What is the definition of a Holiday Let
The legal status of a Holiday Let is clearly understood & specifically recognised in housing legislation, as well as local government and taxation directives.
Short Stay Lettings however for visitors who are not on holiday are not so clearly categorised, and are currently under scrutiny by the government and it is expected that short let properties that do not qualify as holiday lets will be become properly regulated within the next 12 months or so.
It is likely that a considerable number of Airbnb type properties ( especially leasehold apartments ) will not meet the requirements of any new regulations and be removed from the market.
The fact that Airbnb describes people as ‘hosts’ and ‘guests’ does not change their occupation rights.
In order to have a Holiday Let the occupant must be genuinely on holiday. In other words…
If the occupant gets up late, puts on shorts and sandals and a baseball cap and goes out in the garden to kick a football about with a young son then more than likely that person is on holiday.
If, however, the occupant gets up early, dresses in a business suit and leaves the property with a briefcase, brolly and bowler hat and catches the 7.00am train then that person is most definitely not on holiday.
Why is a Holiday Let status desirable?
- Your holiday let property is exempt from the current Housing Acts and letting regulations.
- Your guests cannot claim any rights to security of tenure, so must vacate the property when asked to do so.
- You can qualify as a Furnished Holiday Let status with the Inland Revenue.
Read more about:
Furnished Holiday Let Status
Tax advantages & pension benefits for furnished holiday lets.
Tessa J Shepperson – a specialist landlord & tenant lawyer and a director of Landlord Law Services adds:
When is a tenancy a tenancy and when is it a Holiday Let – and where does an airbnb ‘let’ fit in?
Assured Shorthold Tenancies – this is the ‘default’ tenancy type which will be created (under the Housing Act 1988) unless one of the legal exceptions apply. The exceptions are all set out in Schedule 1 of the Act. Most of them will not apply in an Airbnb situation.
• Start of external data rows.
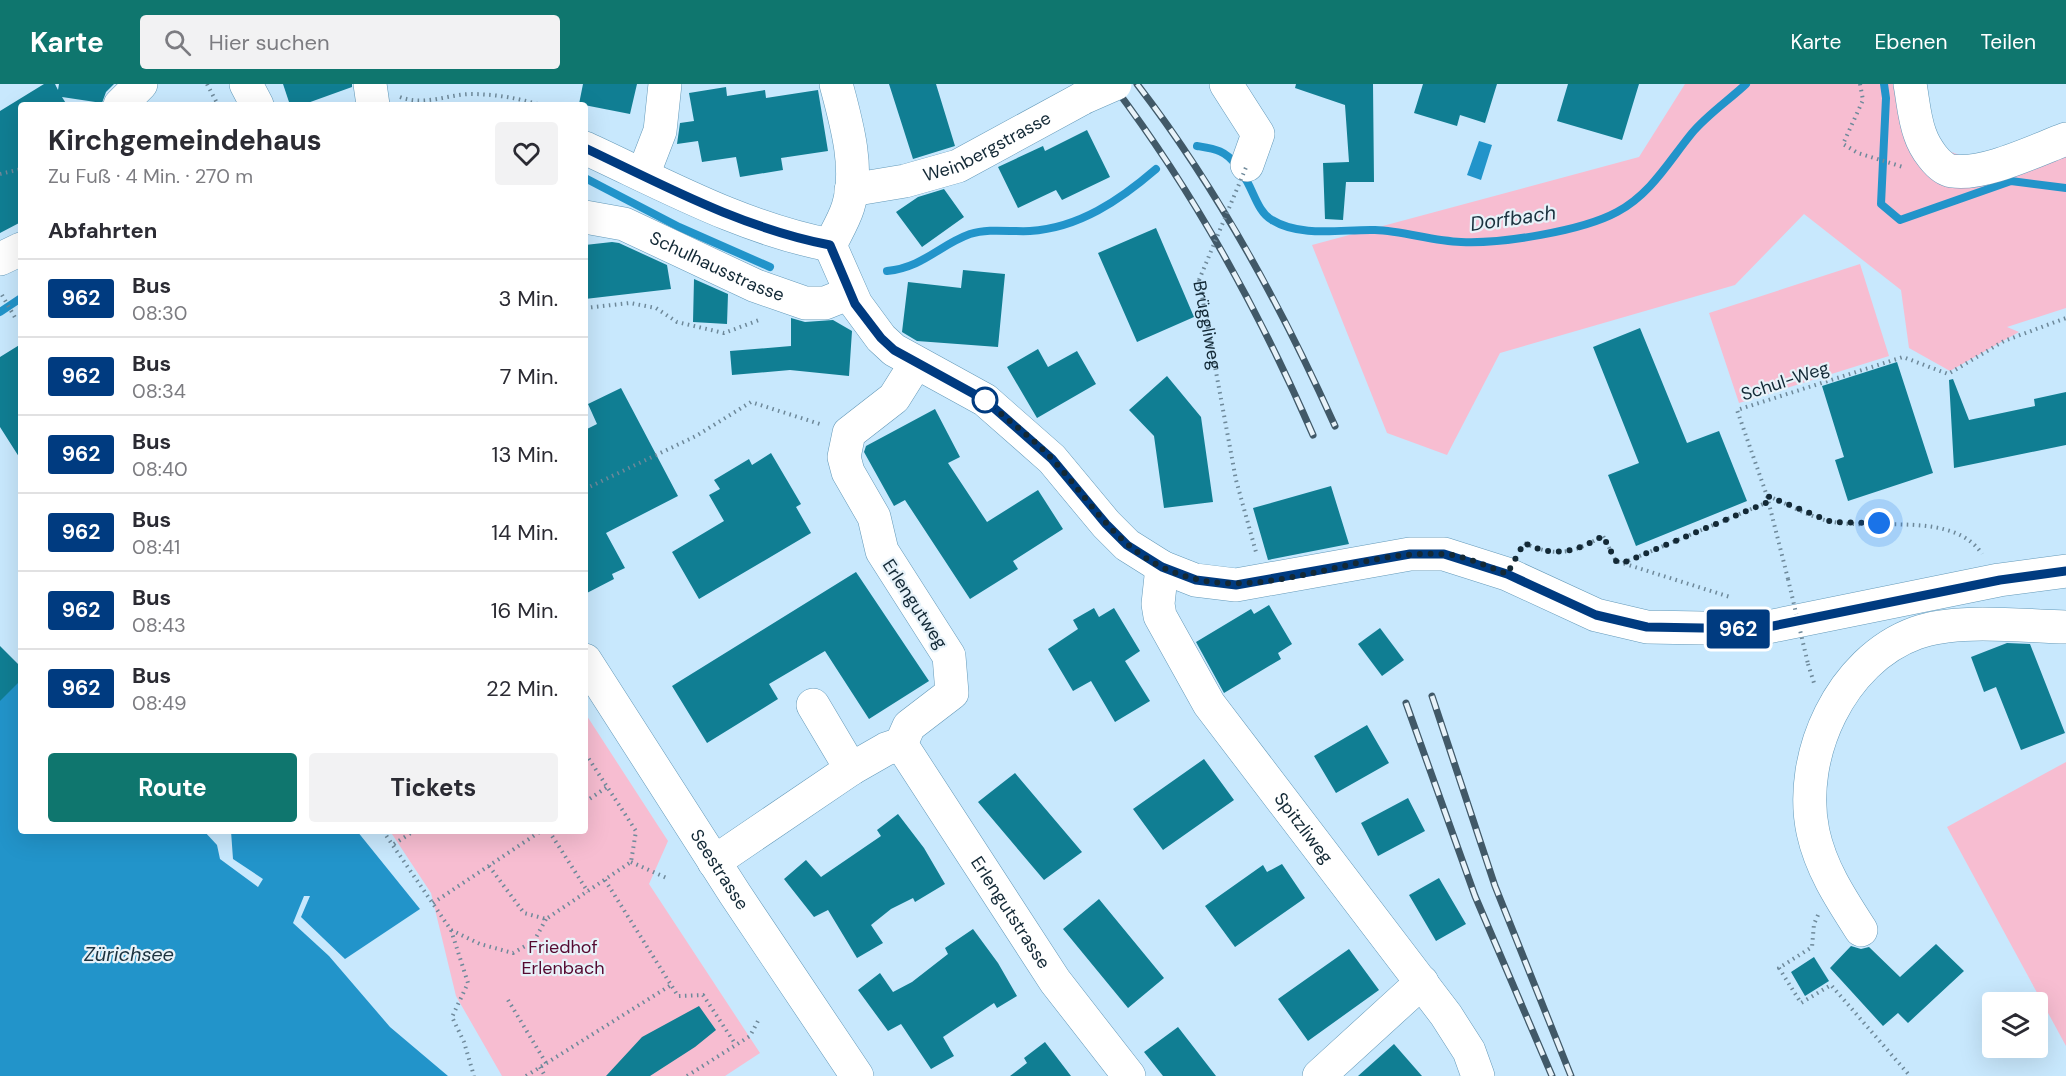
<!DOCTYPE html>
<html lang="de">
<meta charset="utf-8">
<style>
:root{--surface:#fff;--page:#f2f2f3;--text:#2b2b33;--muted:#7c7c81;--line:#e1e1e2;--accent:#0f766e}
body{margin:0;font-family:"DM Sans",sans-serif;background:var(--page);color:var(--text);height:100vh;display:flex;flex-direction:column;font-size:22px;white-space:nowrap}
*{box-sizing:border-box;margin:0}
p{font-size:20px;color:var(--muted)}
.icon{flex:none;width:33px;height:33px;fill:none;stroke:currentColor;stroke-width:2;stroke-linecap:round;stroke-linejoin:round}
.map{position:relative;flex:1;overflow:hidden}
.sheet{position:absolute;left:18px;top:18px;width:570px;height:732px;display:flex;flex-direction:column;background:var(--surface);border-radius:6px;box-shadow:0 6px 24px #0002}
.sheet>*{flex:none}
.badge{padding:0 12px;border-radius:4px;font-size:21px;line-height:39px}
.fabs{position:absolute;left:1982px;top:908px;display:grid;gap:12px}
.fabs a{display:grid;place-items:center;width:66px;height:66px;border-radius:6px;background:var(--surface);box-shadow:0 6px 24px #0002;font-size:30px}
.you{position:absolute;width:30px;height:30px;margin:-15px;border:4px solid #fff;border-radius:50%;background:#1a73e8;box-shadow:0 0 0 9px #1a73e833}
.map>.badge{position:absolute;translate:-50% -50%;box-shadow:0 0 0 3px #fff}
h2{padding:0 30px;font-size:22px;line-height:54px}
.round{display:grid;place-items:center;flex:none;width:63px;height:63px;border-radius:6px;background:var(--page)}
.overview{display:flex;align-items:center;justify-content:space-between;height:102px;padding:0 30px}
h1{font-size:28px;font-weight:700;line-height:45px}
.action{display:flex;gap:12px;margin-top:auto;padding:12px 30px}
.action a{flex:1;height:69px;border-radius:6px;background:var(--accent);color:#fff;font-size:24px;font-weight:700;line-height:69px;text-align:center}
.action a+a{background:var(--page);color:var(--text)}
ul{padding:0;list-style:none}
li{display:flex;align-items:center;gap:18px;height:78px;padding:0 30px;border-top:2px solid var(--line)}
li div{flex:1}
li b{display:block;font-size:22px}
li em{font-style:normal}
li .badge{min-width:66px;font-weight:700;text-align:center}
header{display:flex;align-items:center;gap:36px;box-sizing:border-box;height:84px;padding:0 30px;background:var(--accent);color:#fff}
header strong{font-size:28px}
nav{display:flex;gap:33px;margin-inline-start:auto;font-size:21px}
.search{width:420px;height:54px;background:var(--page);display:flex;align-items:center;gap:15px;box-sizing:border-box;padding:0 21px;border-radius:6px;color:var(--muted);font-size:22px}
.map>svg:first-child{display:block}
.green{fill:#f7bdd1}
.water{fill:#2294ca}
.lines{fill:none;stroke-linecap:round;stroke-linejoin:round}
.stream{stroke:#2294ca;stroke-width:8}
.building{fill:#107e93}
.minor-casing{stroke:#6399b9;stroke-width:34}
.major-casing{stroke:#6399b9;stroke-width:34}
.path{stroke:#6e899a;stroke-width:4;stroke-dasharray:1.5 4.5;stroke-linecap:butt}
.minor{stroke:#fff;stroke-width:33}
.major{stroke:#fff;stroke-width:33}
.rail-casing{stroke:#415968;stroke-width:7}
.rail{stroke:#e7f2f9;stroke-width:4.5;stroke-dasharray:14;stroke-linecap:butt}
.minor-bridge-casing{stroke:#6399b9;stroke-width:34;stroke-linecap:butt}
.path-bridge{stroke:#6e899a;stroke-width:4;stroke-dasharray:1.5 4.5;stroke-linecap:butt}
.minor-bridge{stroke:#fff;stroke-width:33}
.line-casing{stroke:#fff;stroke-width:14}
.line{stroke:#003b80;stroke-width:9}
.walk{stroke:#132936;stroke-width:6;stroke-dasharray:0 10.8}
.stop-dot{fill:#fff;stroke:#003b80;stroke-width:3}
.labels{text-anchor:middle;stroke-width:4.5;stroke-linejoin:round;paint-order:stroke}
.street-label{font-size:18px;fill:#132936;stroke:#e7f2f9}
.park-label{font-size:18px;fill:#560a31;stroke:#e7f2f9}
.water-label{font-size:20px;font-style:italic;fill:#1b323f;stroke:#e7f2f9}
</style>
<header>
<strong>Karte</strong>
<div class="search"><svg class="icon" aria-label="search" viewBox="0 0 24 24"><circle cx="10" cy="10" r="6"/><path d="M15 15l6 6"/></svg>Hier suchen</div>
<nav><a>Karte</a><a>Ebenen</a><a>Teilen</a></nav>
</header>
<div class="map">
<svg width="2066" height="992" viewBox="0 0 2066 992">
<rect width="100%" height="100%" fill="#c8e8fd"/>
<path class="green" d="M1685 0H1897L1918 55 1998 86 2066 63V224L2007 243 2019 248 1950 287 1909 264 1901 206 1804 130 1735 201 1500 269 1447 371 1387 349 1312 161 1639 73Z
M1860 180 1889 272 1739 319 1709 229Z
M585 629 668 757 649 800 760 969 725 992H502L456 912 431 809 390 747H585Z
M2066 678V962L1947 743Z"/>
<path class="water" d="M1479 57 1492 61 1481 96 1467 91Z
M0 578 21 598V747H204L217 761 220 775 258 803 263 795 233 775 231 747H357L420 825 345 875 301 833 310 812H304L293 839 329 872 390 943 448 992H0Z"/>
<g class="lines">
<path class="stream" d="M1884 0 1886 14 1881 120 1900 136 2011 97 2066 104
M1197 62C1215 65 1225 66 1236 81
M1243 91C1253 104 1257 128 1272 136 1301 154 1343 145 1375 146 1404 147 1432 157 1461 158 1501 160 1582 147 1617 128 1651 110 1669 77 1692 49 1707 31 1729 16 1746 0
M585 94 679 143 770 183
M887 187C924 183 939 161 970 150 989 144 1011 148 1030 147 1079 144 1120 116 1156 85
M0 228 21 214"/>
</g>
<path class="building" d="M44 0H55L58 6 59 0H114L106 8 102 19 62 13 67 21H21V138L0 149V27Z
M283 0H352V3L302 21H290Z
M583 0H637L630 30 579 20Z
M889 0H936L955 62 913 75Z
M1296 0H1373L1374 98H1346L1343 136 1325 135 1323 79 1349 78 1345 21 1295 4Z
M1423 0H1497L1485 39 1460 31 1457 42 1414 29Z
M1568 0H1639L1622 56 1557 37Z
M726 3 727 12 765 6 766 14 818 6 828 67 781 74 783 86 740 93 736 73 702 78 698 57 677 60 680 39 694 37 689 9Z
M1087 46 1110 93 1062 116 1056 106 1018 124 998 83 1043 62 1045 67Z
M944 105 964 133 922 163 896 128 918 113Z
M1156 144 1194 233 1137 258 1098 169Z
M612 158 619 159 667 181 671 205 585 215V161Z
M963 186 1005 190 998 263 917 257 902 248 908 198 961 204Z
M694 195 728 210 727 240 693 238Z
M791 234 805 238 833 236 852 247 849 292 790 286 732 291 730 267 791 262Z
M1640 244 1687 359 1719 347 1747 417 1636 462 1608 391 1639 379 1593 263Z
M21 260V376L0 343V273Z
M1038 265 1048 283 1077 267 1096 300 1037 334 1007 283Z
M1897 278 1933 389 1848 417 1835 376 1844 373 1822 302Z
M1167 292 1201 333 1213 418 1164 424 1154 352 1129 326Z
M1953 295 1969 336 2035 322 2034 315 2066 308V361L1954 384 1949 296Z
M621 304 678 412 606 449 625 484 612 490 614 495 585 510V346L597 340 588 320Z
M935 325 960 373 948 379 987 438 1038 406 1063 445 1013 477 1018 485 970 515 905 416 894 422 864 368 866 362Z
M771 369 801 420 796 423 811 449 699 515 672 468 724 437 709 411 720 405 714 396 749 375 752 381Z
M1331 402 1349 460 1268 476 1253 424Z
M856 488 929 597 869 635 825 567 769 600 778 615 707 659 672 602Z
M1269 521 1292 560 1278 569 1281 575 1224 609 1196 558 1251 525 1254 530Z
M1094 524 1099 533 1114 524 1140 567 1125 577 1150 617 1115 638 1091 597 1073 607 1048 565 1078 545 1073 536Z
M1380 544 1404 576 1382 592 1358 560Z
M2007 559 2030 560 2065 649 2021 666 1996 603 1984 608 1971 573Z
M0 562 21 583V596L0 617Z
M1367 641 1389 679 1336 709 1314 672Z
M1204 675 1234 716 1163 766 1133 725Z
M1015 689 1082 768 1044 796 978 718Z
M1408 714 1425 747 1378 772 1361 739Z
M898 730 924 764 945 800 915 818 913 814 891 825 871 841 883 859 857 874 828 826 814 833 784 795 806 776 821 793 881 752 877 746Z
M1282 780 1305 814 1235 863 1205 822 1263 781 1267 788Z
M1439 794 1466 840 1436 857 1409 811Z
M1099 815 1164 894 1128 924 1063 845Z
M973 845 998 879 1017 912 997 924 994 919 943 953 954 972 931 985 901 940 888 947 858 906 880 889 893 908 912 898 948 870 945 864Z
M1936 860 1964 887 1908 939 1898 929 1883 942 1830 884 1851 862 1861 865 1869 863 1900 893Z
M1349 865 1379 906 1308 957 1278 915Z
M1814 873 1829 897 1805 912 1791 888Z
M699 922 716 946 695 963 650 992H606L642 953Z
M1178 943 1216 992H1163L1144 968Z
M1045 958 1071 992H1010L1027 979 1024 974Z
M1394 960 1422 992H1358Z"/>
<g class="lines">
<g class="minor-casing">
<g id="minor">
<path d="M370 0 373 21"/>
<path d="M1226 0 1258 50 1247 81"/>
<path d="M1910 0C1913 16 1914 34 1920 50 1924 62 1938 85 1952 87 1984 92 2036 66 2066 55"/>
<path d="M120 21 141 0"/>
<path d="M585 64C665 101 742 144 830 161"/>
<path d="M643 91 660 47 665 0"/>
<path id="s2" d="M851 106 905 97 958 82 1083 14"/>
<path id="s3" d="M585 133 624 140 756 202 805 219H825L850 209"/>
<path d="M830 161 856 220 881 254 894 266 985 316 1052 375 1106 440 1127 461 1162 483 1195 496 1236 501 1410 470H1444L1507 490 1596 531 1647 543 1758 545 1999 496 2066 487"/>
<path d="M830 161C836 149 844 136 848 123 860 85 846 37 836 0"/>
<path d="M0 175 21 165"/>
<path id="s4" d="M1162 483 1158 520 1160 532 1209 620 1446 931 1469 967 1478 992"/>
<path d="M813 621 851 685"/>
<path d="M901 660 909 642 952 609 949 572 882 467 874 433 848 388 844 373 849 349 894 314 916 279"/>
<path id="s5" d="M901 660 1055 897 1129 992"/>
<path d="M714 778 851 685 886 665 901 660"/>
<path d="M1861 846C1841 815 1821 785 1813 748 1797 672 1841 576 1916 549 1956 534 2022 542 2066 543"/>
<path d="M1319 992 1422 898"/>
</g>
</g>
<g class="major-casing">
<g id="major">
<path d="M246 0 257 21"/>
<path id="s6" d="M585 576 735 810 857 992"/>
</g>
</g>
<g class="path">
<path d="M207 0 218 21"/>
<path d="M1860 0 1863 16 1843 60 1858 69 1903 83"/>
<path d="M400 13C424 22 446 11 470 10 495 10 517 14 541 21"/>
<path d="M0 90 21 85"/>
<path id="s1" d="M1199 196 1236 396 1256 468"/>
<path d="M2 211 17 237"/>
<path d="M585 224 630 219 656 224 677 238 724 249 762 235"/>
<path d="M585 405 696 352 751 318 823 341"/>
<path d="M1768 412C1788 420 1811 434 1833 438 1876 446 1954 427 1982 470"/>
<path d="M1521 464 1524 459C1557 474 1573 469 1603 452L1616 477 1730 513"/>
<path d="M1623 479 1768 418"/>
<path d="M1788 495 1767 412 1737 326 1903 273 1948 290 2004 257 2066 234"/>
<path d="M1808 580 1814 599"/>
<path d="M585 718 607 703"/>
<path d="M383 747 451 846 468 899 452 933 464 958 474 992"/>
<path d="M549 747 588 808"/>
<path d="M394 760 414 747"/>
<path d="M631 778 669 795"/>
<path d="M489 782 524 829 546 835 631 778 636 747 585 669"/>
<path d="M605 796 678 912 703 911 736 961"/>
<path d="M433 819 541 747"/>
<path d="M1818 831 1814 840 1812 863 1779 884 1801 919 1831 901 1910 992"/>
<path d="M451 846 480 860 513 869 534 857 546 835"/>
<path d="M508 916 546 979"/>
<path d="M540 983 545 992"/>
<path d="M526 992 671 901"/>
<path d="M687 992 750 952 759 935"/>
</g>
<use href="#minor" class="minor"/>
<use href="#major" class="major"/>
<g class="rail-casing">
<path id="rail" d="M1112 0C1194 108 1259 227 1313 351
M1137 0C1218 105 1281 222 1335 342
M1432 612 1495 802 1571 992
M1406 619 1475 812 1552 992"/>
</g>
<use href="#rail" class="rail"/>
<g class="minor-bridge-casing">
<path id="minor-bridge" d="M1083 14 1115 0"/>
</g>
<path class="path-bridge" d="M1199 196 1247 81
M1788 495 1808 580"/>
<use href="#minor-bridge" class="minor-bridge"/>
</g>
<g class="lines">
<g class="line-casing">
<path id="line" d="M585 64C665 102 742 144 830 161L855 220 881 254 894 266 985 316 1052 375 1106 440 1127 461 1162 483 1196 496 1236 501 1410 470H1444L1507 490 1596 531 1647 543 1758 545 2000 496 2066 487"/>
</g>
<use href="#line" class="line"/>
<path class="walk" d="M985 316C1007 336 1033 354 1053 376 1088 414 1114 460 1162 483 1253 528 1347 465 1442 470 1464 471 1486 482 1507 490L1524 459C1556 474 1574 468 1603 452L1616 477 1623 479 1768 418 1767 412 1832 438 1879 439"/>
</g>
<circle class="stop-dot" cx="985" cy="316" r="12"/>
<g class="labels">
<g class="street-label">
<text dy="6" stroke="none"><textPath href="#s2" startOffset="144">Weinbergstrasse</textPath></text>
<text dy="6" stroke="none"><textPath href="#s3" startOffset="142">Schulhausstrasse</textPath></text>
<text dy="6" stroke="none"><textPath href="#s1" startOffset="46">Brüggliweg</textPath></text>
<text transform="translate(1785 297) rotate(-18)" y="6">Schul-Weg</text>
<text transform="translate(915 520) rotate(57)" y="6">Erlengutweg</text>
<text dy="6" stroke="none"><textPath href="#s4" startOffset="306">Spitzliweg</textPath></text>
<text dy="6" stroke="none"><textPath href="#s6" startOffset="249">Seestrasse</textPath></text>
<text dy="6" stroke="none"><textPath href="#s5" startOffset="201">Erlengutstrasse</textPath></text>
</g>
<g class="park-label">
<text x="563" y="869">Friedhof<tspan x="563" dy="21">Erlenbach</tspan></text>
</g>
<g class="water-label">
<text transform="translate(1513 134) rotate(-8)" y="7">Dorfbach</text>
<text x="129" y="877">Zürichsee</text>
</g>
</g>
</svg>
<div class="fabs">
<a><svg class="icon" aria-label="layers" viewBox="0 0 24 24"><path d="M12 4l9 5-9 5-9-5zM3 14l9 5 9-5"/></svg></a>
</div>
<div class="you" style="left:1879px;top:439px"></div>
<b class="badge" style="left:1738px;top:545px;background:#003b80;color:#fff">962</b>
<section class="sheet">
<div class="overview"><div><h1>Kirchgemeindehaus</h1><p>Zu Fuß · 4 Min. · 270 m</p></div><a class="round"><svg class="icon" aria-label="heart" viewBox="0 0 24 24"><path d="M12 20l-8-8c-3-5 5-10 8-4 3-6 11-1 8 4z"/></svg></a></div>
<h2>Abfahrten</h2>
<ul>
<li><span class="badge" style="background:#003b80;color:#fff">962</span><div><b>Bus</b><p>08:30</p></div><em>3 Min.</em></li>
<li><span class="badge" style="background:#003b80;color:#fff">962</span><div><b>Bus</b><p>08:34</p></div><em>7 Min.</em></li>
<li><span class="badge" style="background:#003b80;color:#fff">962</span><div><b>Bus</b><p>08:40</p></div><em>13 Min.</em></li>
<li><span class="badge" style="background:#003b80;color:#fff">962</span><div><b>Bus</b><p>08:41</p></div><em>14 Min.</em></li>
<li><span class="badge" style="background:#003b80;color:#fff">962</span><div><b>Bus</b><p>08:43</p></div><em>16 Min.</em></li>
<li><span class="badge" style="background:#003b80;color:#fff">962</span><div><b>Bus</b><p>08:49</p></div><em>22 Min.</em></li>
</ul>
<div class="action"><a>Route</a><a>Tickets</a></div>
</section>
</div>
A tenancy is not normally created if you can prove:
Holiday Let Status – this is where a property is let for the purpose of a holiday only. Generally, this will be where the guest has a main home elsewhere and the let is for less than three months. However, these last two on their own do not necessarily mean it is a holiday let, so it is best to actually say in your agreement (if you use one) that the property is being let solely for the purpose of a holiday.
Resident Landlord Status – this is where the landlord lives in self-contained accommodation in the same building, e.g. a granny annex or ‘garden flat’.
The Housing Act 1988 (as amended by the Housing Act 1996) clearly laid down the definition of an Assured Tenancy…
- The property is to be let to an individual(s)
- The property is to be used as that individual’s sole or principle residence
- The annual rent is less than £100,000
- The Landlord is not deemed to be a resident landlord or holiday let.
If all of these points are met then it is a fact that the property will be let under an Assured Shorthold Tenancy. It is not up to any person to decide that a let is anything other than an AST if the law says that it is indeed an AST.